Source data:

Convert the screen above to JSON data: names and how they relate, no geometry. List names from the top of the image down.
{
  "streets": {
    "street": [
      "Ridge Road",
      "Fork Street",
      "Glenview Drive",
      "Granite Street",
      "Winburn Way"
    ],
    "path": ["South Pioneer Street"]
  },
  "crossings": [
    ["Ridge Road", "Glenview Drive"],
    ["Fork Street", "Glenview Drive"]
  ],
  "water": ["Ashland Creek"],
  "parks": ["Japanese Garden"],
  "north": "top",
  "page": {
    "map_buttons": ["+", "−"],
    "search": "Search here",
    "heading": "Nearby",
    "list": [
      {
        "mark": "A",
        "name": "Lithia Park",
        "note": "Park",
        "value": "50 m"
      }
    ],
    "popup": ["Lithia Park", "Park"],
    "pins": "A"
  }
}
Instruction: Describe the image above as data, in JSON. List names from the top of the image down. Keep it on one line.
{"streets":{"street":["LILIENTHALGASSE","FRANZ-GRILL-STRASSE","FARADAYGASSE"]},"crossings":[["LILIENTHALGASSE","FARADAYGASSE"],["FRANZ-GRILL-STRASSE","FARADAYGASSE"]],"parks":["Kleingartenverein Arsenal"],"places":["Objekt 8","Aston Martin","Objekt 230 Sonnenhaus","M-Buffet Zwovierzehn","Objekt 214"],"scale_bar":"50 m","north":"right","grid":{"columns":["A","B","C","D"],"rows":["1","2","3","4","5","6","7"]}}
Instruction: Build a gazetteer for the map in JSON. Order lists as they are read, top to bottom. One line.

- **EXERCISE DESCRIPTION**
Reproduce the full block of data exactly, omitting nothing.

- **EXPECTED ANSWER**
Convert the screen above to JSON data: names and how they relate, no geometry. List names from the top of the image down.
{
  "streets": {
    "street": [
      "Ridge Road",
      "Fork Street",
      "Glenview Drive",
      "Granite Street",
      "Winburn Way"
    ],
    "path": ["South Pioneer Street"]
  },
  "crossings": [
    ["Ridge Road", "Glenview Drive"],
    ["Fork Street", "Glenview Drive"]
  ],
  "water": ["Ashland Creek"],
  "parks": ["Japanese Garden"],
  "north": "top",
  "page": {
    "map_buttons": ["+", "−"],
    "search": "Search here",
    "heading": "Nearby",
    "list": [
      {
        "mark": "A",
        "name": "Lithia Park",
        "note": "Park",
        "value": "50 m"
      }
    ],
    "popup": ["Lithia Park", "Park"],
    "pins": "A"
  }
}
Instruction: Describe the image above as data, in JSON. List names from the top of the image down. Keep it on one line.
{"streets":{"street":["LILIENTHALGASSE","FRANZ-GRILL-STRASSE","FARADAYGASSE"]},"crossings":[["LILIENTHALGASSE","FARADAYGASSE"],["FRANZ-GRILL-STRASSE","FARADAYGASSE"]],"parks":["Kleingartenverein Arsenal"],"places":["Objekt 8","Aston Martin","Objekt 230 Sonnenhaus","M-Buffet Zwovierzehn","Objekt 214"],"scale_bar":"50 m","north":"right","grid":{"columns":["A","B","C","D"],"rows":["1","2","3","4","5","6","7"]}}
Instruction: Build a gazetteer for the map in JSON. Order lists as they are read, top to bottom. One line.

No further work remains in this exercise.